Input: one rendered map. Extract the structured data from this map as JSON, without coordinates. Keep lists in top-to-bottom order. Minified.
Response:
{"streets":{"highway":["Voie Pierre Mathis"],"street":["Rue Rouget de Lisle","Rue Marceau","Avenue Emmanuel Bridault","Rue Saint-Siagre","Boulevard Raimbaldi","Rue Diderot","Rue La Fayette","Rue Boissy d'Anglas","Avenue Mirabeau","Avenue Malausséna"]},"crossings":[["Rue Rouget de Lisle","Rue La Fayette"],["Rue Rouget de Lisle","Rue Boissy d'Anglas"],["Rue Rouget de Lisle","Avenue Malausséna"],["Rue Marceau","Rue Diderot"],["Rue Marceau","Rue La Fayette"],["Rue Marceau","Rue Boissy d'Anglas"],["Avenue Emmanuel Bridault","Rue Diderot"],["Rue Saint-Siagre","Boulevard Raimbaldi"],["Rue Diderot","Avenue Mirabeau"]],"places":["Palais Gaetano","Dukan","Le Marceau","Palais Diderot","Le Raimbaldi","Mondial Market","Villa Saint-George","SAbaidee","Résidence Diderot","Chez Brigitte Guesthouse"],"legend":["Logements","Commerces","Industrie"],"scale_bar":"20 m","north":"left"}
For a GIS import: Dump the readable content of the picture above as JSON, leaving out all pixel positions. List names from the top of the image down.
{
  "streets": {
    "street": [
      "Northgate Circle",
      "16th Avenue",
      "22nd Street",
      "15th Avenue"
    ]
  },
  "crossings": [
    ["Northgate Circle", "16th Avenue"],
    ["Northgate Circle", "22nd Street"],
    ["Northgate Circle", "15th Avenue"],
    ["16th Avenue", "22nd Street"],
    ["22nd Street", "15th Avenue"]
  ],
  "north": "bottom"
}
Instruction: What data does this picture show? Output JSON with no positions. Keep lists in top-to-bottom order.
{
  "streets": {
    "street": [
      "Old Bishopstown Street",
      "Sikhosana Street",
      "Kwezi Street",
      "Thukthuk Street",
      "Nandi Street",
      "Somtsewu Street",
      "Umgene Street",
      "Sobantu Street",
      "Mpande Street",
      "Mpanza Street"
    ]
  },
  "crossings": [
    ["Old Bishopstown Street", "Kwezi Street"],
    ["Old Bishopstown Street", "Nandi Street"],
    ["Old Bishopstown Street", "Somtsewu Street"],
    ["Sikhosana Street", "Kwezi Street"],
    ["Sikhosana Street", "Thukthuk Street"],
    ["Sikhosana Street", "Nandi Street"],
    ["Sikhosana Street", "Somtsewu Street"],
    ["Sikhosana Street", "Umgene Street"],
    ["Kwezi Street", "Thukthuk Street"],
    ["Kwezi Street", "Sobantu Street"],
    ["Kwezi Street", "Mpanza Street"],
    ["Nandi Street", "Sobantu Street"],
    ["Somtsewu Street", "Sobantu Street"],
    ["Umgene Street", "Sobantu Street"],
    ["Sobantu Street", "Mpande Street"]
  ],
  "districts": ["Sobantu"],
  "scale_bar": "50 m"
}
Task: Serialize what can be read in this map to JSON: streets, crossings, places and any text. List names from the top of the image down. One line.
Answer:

*****

• Assignment: Set all of the records down again, exactly as they stand.

• Result of the exercise:
Input: one rendered map. Extract the structured data from this map as JSON, without coordinates. Keep lists in top-to-bottom order. Minified.
Response:
{"streets":{"highway":["Voie Pierre Mathis"],"street":["Rue Rouget de Lisle","Rue Marceau","Avenue Emmanuel Bridault","Rue Saint-Siagre","Boulevard Raimbaldi","Rue Diderot","Rue La Fayette","Rue Boissy d'Anglas","Avenue Mirabeau","Avenue Malausséna"]},"crossings":[["Rue Rouget de Lisle","Rue La Fayette"],["Rue Rouget de Lisle","Rue Boissy d'Anglas"],["Rue Rouget de Lisle","Avenue Malausséna"],["Rue Marceau","Rue Diderot"],["Rue Marceau","Rue La Fayette"],["Rue Marceau","Rue Boissy d'Anglas"],["Avenue Emmanuel Bridault","Rue Diderot"],["Rue Saint-Siagre","Boulevard Raimbaldi"],["Rue Diderot","Avenue Mirabeau"]],"places":["Palais Gaetano","Dukan","Le Marceau","Palais Diderot","Le Raimbaldi","Mondial Market","Villa Saint-George","SAbaidee","Résidence Diderot","Chez Brigitte Guesthouse"],"legend":["Logements","Commerces","Industrie"],"scale_bar":"20 m","north":"left"}
For a GIS import: Dump the readable content of the picture above as JSON, leaving out all pixel positions. List names from the top of the image down.
{
  "streets": {
    "street": [
      "Northgate Circle",
      "16th Avenue",
      "22nd Street",
      "15th Avenue"
    ]
  },
  "crossings": [
    ["Northgate Circle", "16th Avenue"],
    ["Northgate Circle", "22nd Street"],
    ["Northgate Circle", "15th Avenue"],
    ["16th Avenue", "22nd Street"],
    ["22nd Street", "15th Avenue"]
  ],
  "north": "bottom"
}
Instruction: What data does this picture show? Output JSON with no positions. Keep lists in top-to-bottom order.
{
  "streets": {
    "street": [
      "Old Bishopstown Street",
      "Sikhosana Street",
      "Kwezi Street",
      "Thukthuk Street",
      "Nandi Street",
      "Somtsewu Street",
      "Umgene Street",
      "Sobantu Street",
      "Mpande Street",
      "Mpanza Street"
    ]
  },
  "crossings": [
    ["Old Bishopstown Street", "Kwezi Street"],
    ["Old Bishopstown Street", "Nandi Street"],
    ["Old Bishopstown Street", "Somtsewu Street"],
    ["Sikhosana Street", "Kwezi Street"],
    ["Sikhosana Street", "Thukthuk Street"],
    ["Sikhosana Street", "Nandi Street"],
    ["Sikhosana Street", "Somtsewu Street"],
    ["Sikhosana Street", "Umgene Street"],
    ["Kwezi Street", "Thukthuk Street"],
    ["Kwezi Street", "Sobantu Street"],
    ["Kwezi Street", "Mpanza Street"],
    ["Nandi Street", "Sobantu Street"],
    ["Somtsewu Street", "Sobantu Street"],
    ["Umgene Street", "Sobantu Street"],
    ["Sobantu Street", "Mpande Street"]
  ],
  "districts": ["Sobantu"],
  "scale_bar": "50 m"
}
Task: Serialize what can be read in this map to JSON: streets, crossings, places and any text. List names from the top of the image down. One line.
Answer:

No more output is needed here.